In May 1834 Leahy was appointed county surveyor for the East Riding of Co. Cork. At the same time his son EDMUND LEAHY was appointed county surveyor for the West Riding of the county. The two men worked in the same premises, assisted in an unofficial capacity by Patrick's sons Denis and Matthew. The fact that Patrick and Edmund between them controlled public works in the entire county and were also in private practice gave them ample scope for abuses of the system, which led to Patrick's dismissal for fraud in March 1846. He was succeeded by JOHN BENSON. P atrick Leahy was also surveyor for Cork city from 1842 or earlier until 1846(2) and in 1836 and 1837 was the Ecclesiastical Commissioners' provincial architect for Munster.(3)
Patrick Leahy's movements between March 1846 and December 1848 are not known. On 8 January 1849 he set sail from London for the Cape of Good Hope together with Edmund, Edmund's wife, three 'Misses Leahy' and three 'Masters Leahy'. He died at the Cape in straitened circumstances on 5 October 1850. His wife Margaret (née Cormack) had predeceased him in 1845. He was survived by his eldest son, Patrick, president of St Patrick's College, Thurles, and future Archbishop of Cashel, by Denis, Edmund and Matthew, and by his four daughters.
ICEI: founder member, 1835.(4)
Inst.CE: elected associate member, 1834.
Addresses: Work: 20 South Mall, Cork, 1846.
Home: Thurles, 1818; Anne Street, Clonmel, 1827-1832; Glenville, Glanmire, Co. Cork; Bruin Lodge, 109 Lower Glanmire Road, Cork, 1844-1846.
References
This entry is condensed from Brendan O'Donoghue's definitive account of the lives of Patrick Leahy and his sons, In Search of fame and fortune: the Leahy family of engineers 1780-1888 (Dublin: Geography Publications, 2006). A more condensed account of Patrick Leahy's life is in the same author's The Irish County Surveyors 1834-1944 (Dublin: Four Courts Press, 2007), 234-237.

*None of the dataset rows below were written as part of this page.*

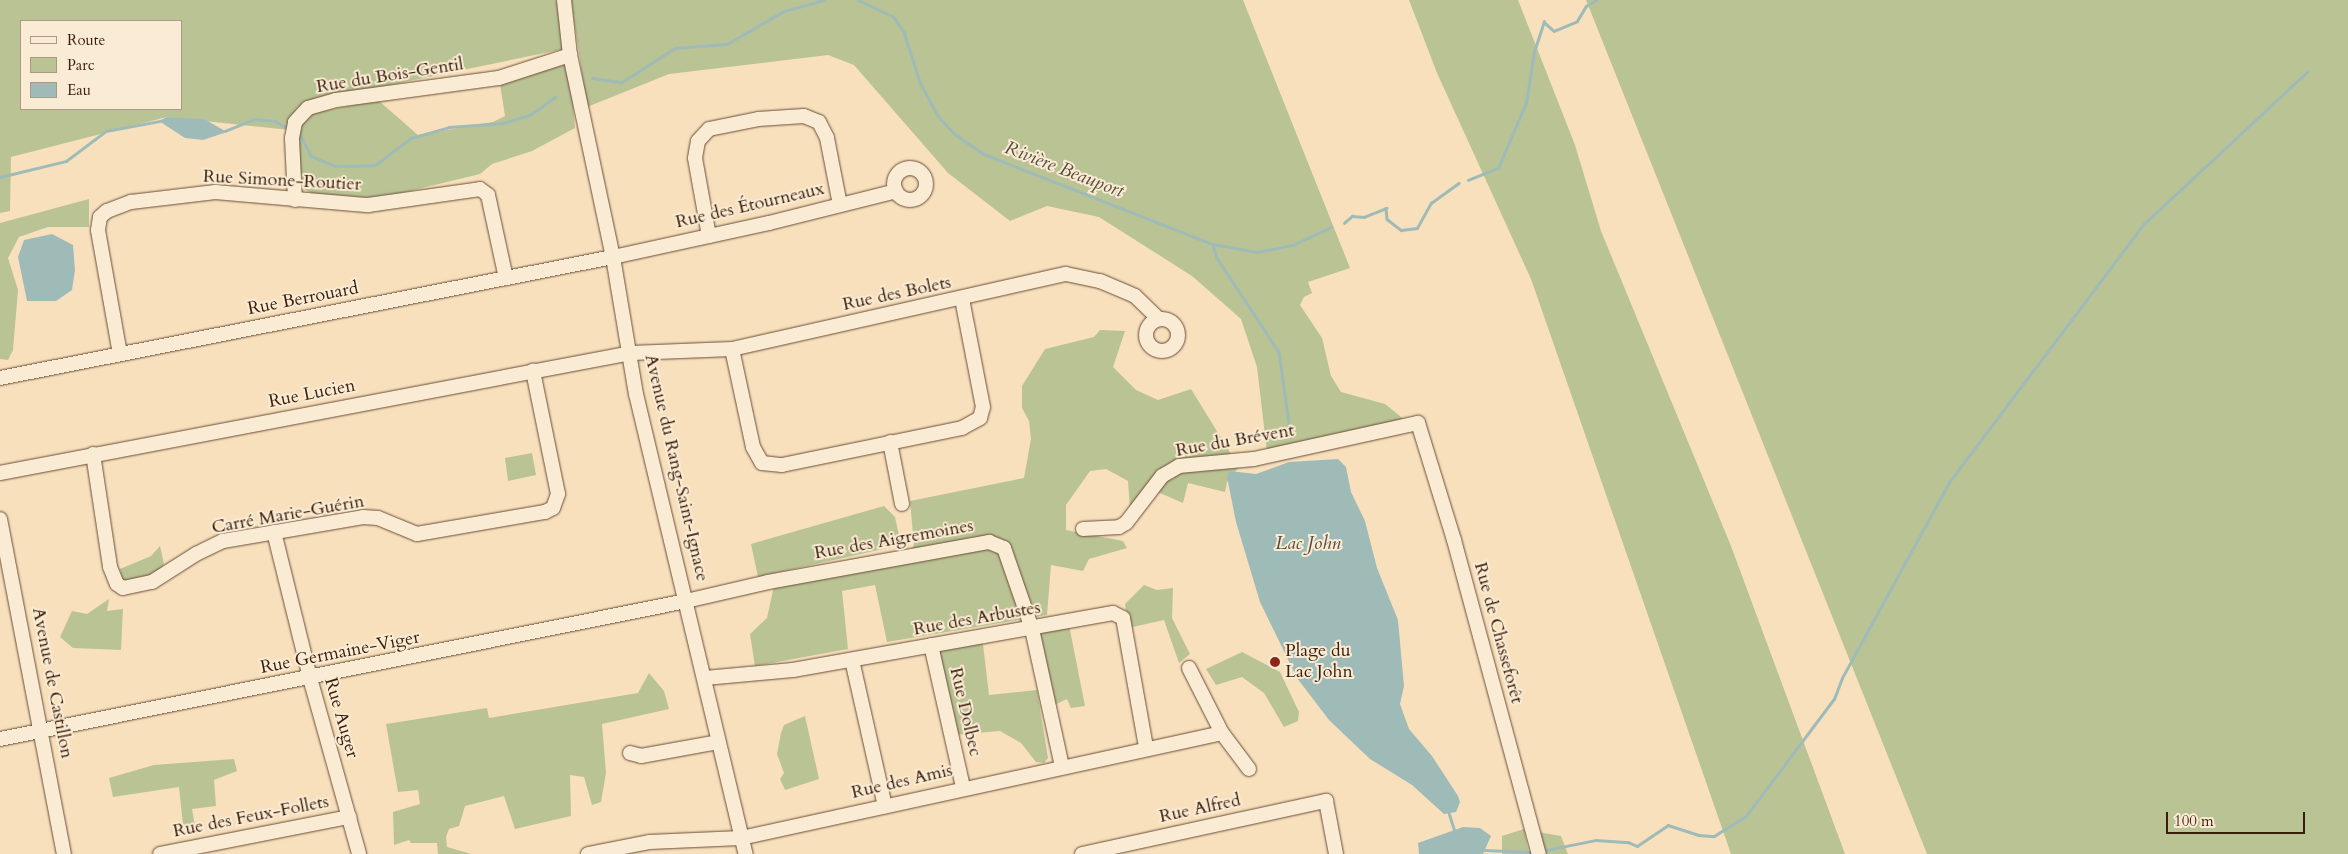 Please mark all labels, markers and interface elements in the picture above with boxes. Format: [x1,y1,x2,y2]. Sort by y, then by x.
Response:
legend [20,20,182,110]
text: Route [67,30,105,50]
street label: Rue du Bois-Gentil [315,54,465,98]
text: Parc [67,55,95,75]
text: Eau [67,80,91,100]
water label: Rivière Beauport [1001,137,1127,203]
street label: Rue Simone-Routier [202,166,362,196]
street label: Rue des Étourneaux [674,178,826,234]
street label: Rue des Bolets [841,272,953,316]
street label: Rue Berrouard [246,278,360,320]
street label: Avenue du Rang-Saint-Ignace [639,352,713,584]
street label: Rue Lucien [267,375,357,413]
street label: Rue du Brévent [1174,420,1296,462]
street label: Carré Marie-Guérin [210,491,366,539]
street label: Rue des Aigremoines [813,515,975,565]
water label: Lac John [1275,533,1341,555]
street label: Rue de Chasseforêt [1469,560,1527,706]
street label: Rue des Arbustes [912,597,1042,641]
street label: Avenue de Castillon [27,606,77,760]
street label: Rue Germaine-Viger [258,627,422,679]
place label: Plage du Lac John [1285,641,1353,684]
marker: Plage du Lac John [1269,656,1281,668]
street label: Rue Dolbec [944,666,986,758]
street label: Rue Auger [319,675,363,761]
street label: Rue des Amis [849,760,955,804]
street label: Rue Alfred [1157,790,1243,828]
street label: Rue des Feux-Follets [171,791,331,843]
scale bar [2168,802,2307,834]
text: 100 m [2174,811,2214,831] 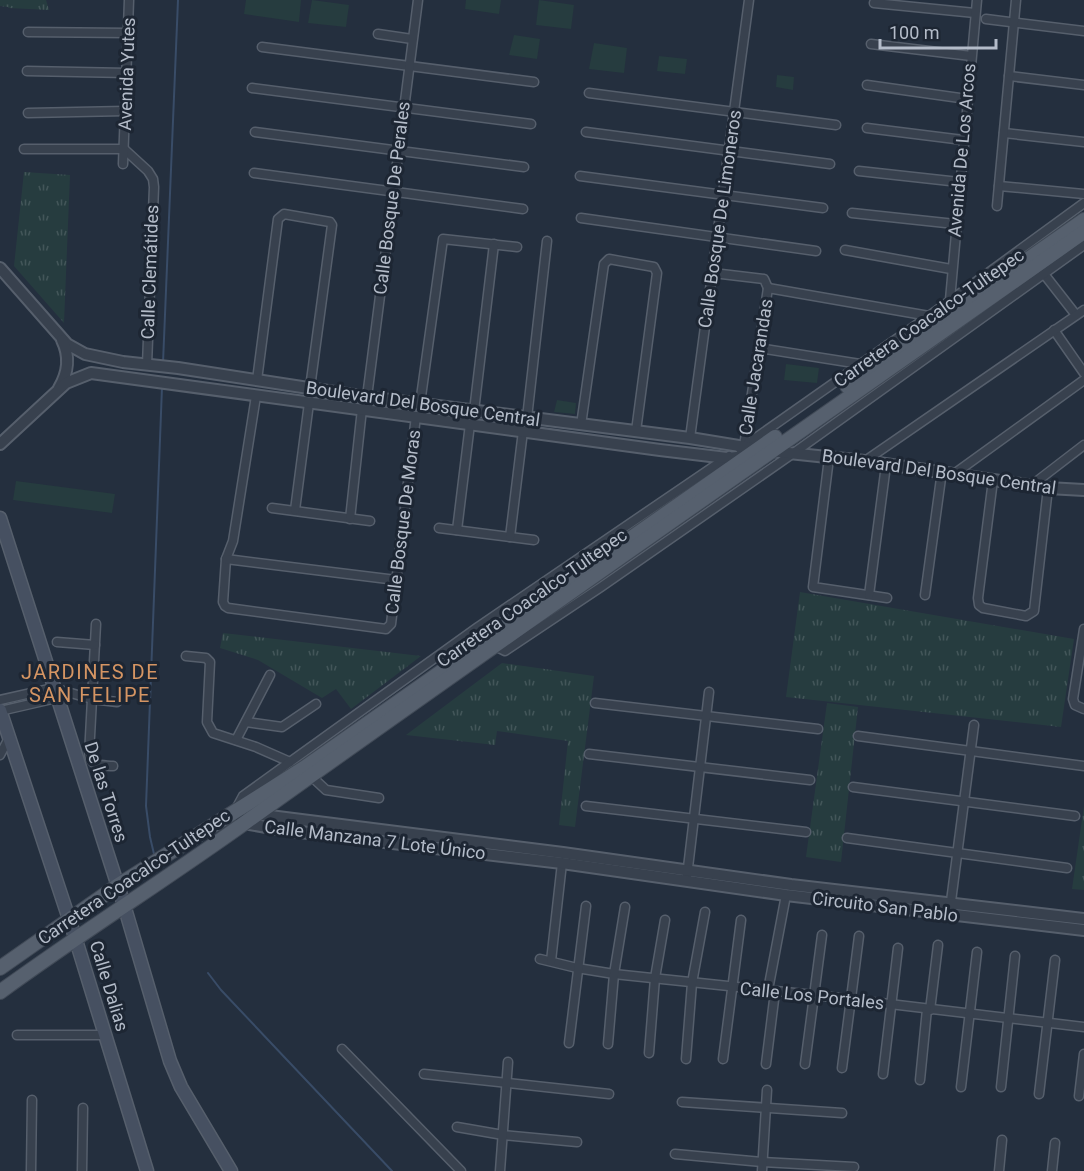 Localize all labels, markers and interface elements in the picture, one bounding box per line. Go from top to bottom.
scale bar [880,12,996,50]
street label: Avenida Yutes [114,17,139,131]
text: 100 m [889,22,940,43]
street label: Avenida De Los Arcos [943,62,980,238]
street label: Calle Bosque De Perales [369,100,414,296]
street label: Calle Bosque De Limoneros [694,108,745,329]
street label: Calle Clemátides [137,204,162,340]
street label: Carretera Coacalco-Tultepec [830,244,1028,391]
street label: Calle Jacarandas [734,297,777,437]
street label: Boulevard Del Bosque Central [305,377,542,430]
street label: Calle Bosque De Moras [381,428,424,615]
street label: Boulevard Del Bosque Central [821,445,1058,498]
street label: Carretera Coacalco-Tultepec [433,524,631,671]
district label: JARDINES DE SAN FELIPE [21,660,159,707]
street label: De las Torres [80,739,133,845]
street label: Carretera Coacalco-Tultepec [34,804,234,949]
street label: Calle Manzana 7 Lote Único [263,816,487,863]
street label: Circuito San Pablo [811,887,959,926]
street label: Calle Dalias [86,938,133,1034]
street label: Calle Los Portales [739,977,885,1014] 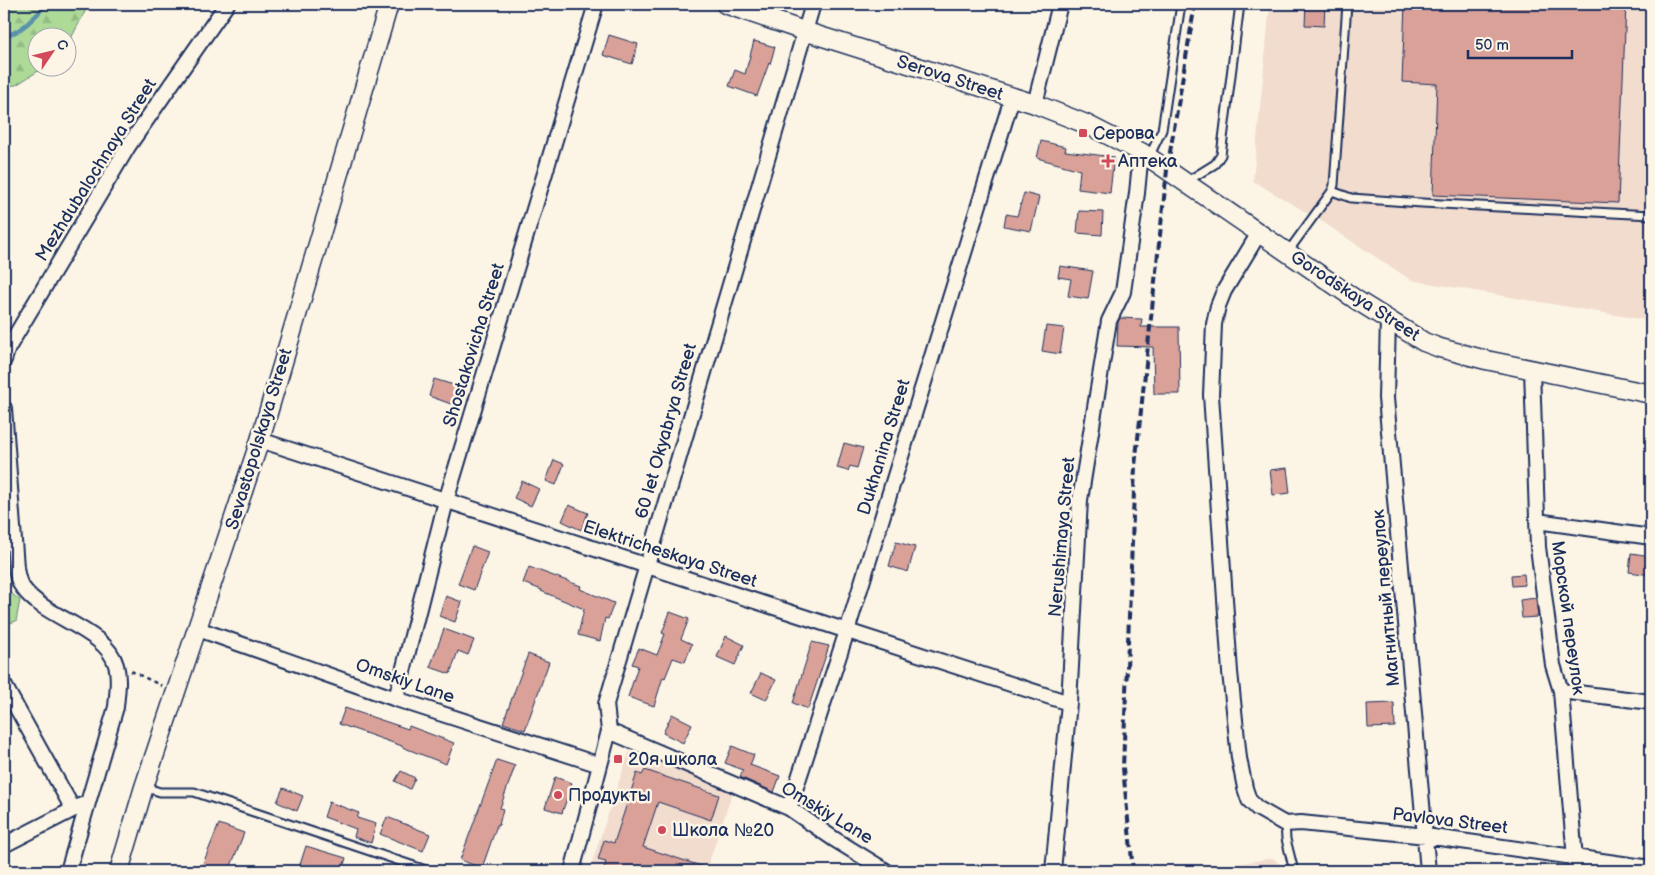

(1) NLI microfilm P.5527 (IAA, Edward McParland files, Acc. 2008/44).
(2) Jones transcripts from Thom's directories.
(3) Parliamentary Papers Church 1837-38 (142) & 1844 (319) suggest that he may have continued to do work for the Commissioners (IAA, Edward McParland files, Acc. 2008/44).
(4) Photocopy of transcript of minutes of first meeting of Engineers' Society of Ireland, 6 Aug 1835, in IAA, Jones File F73.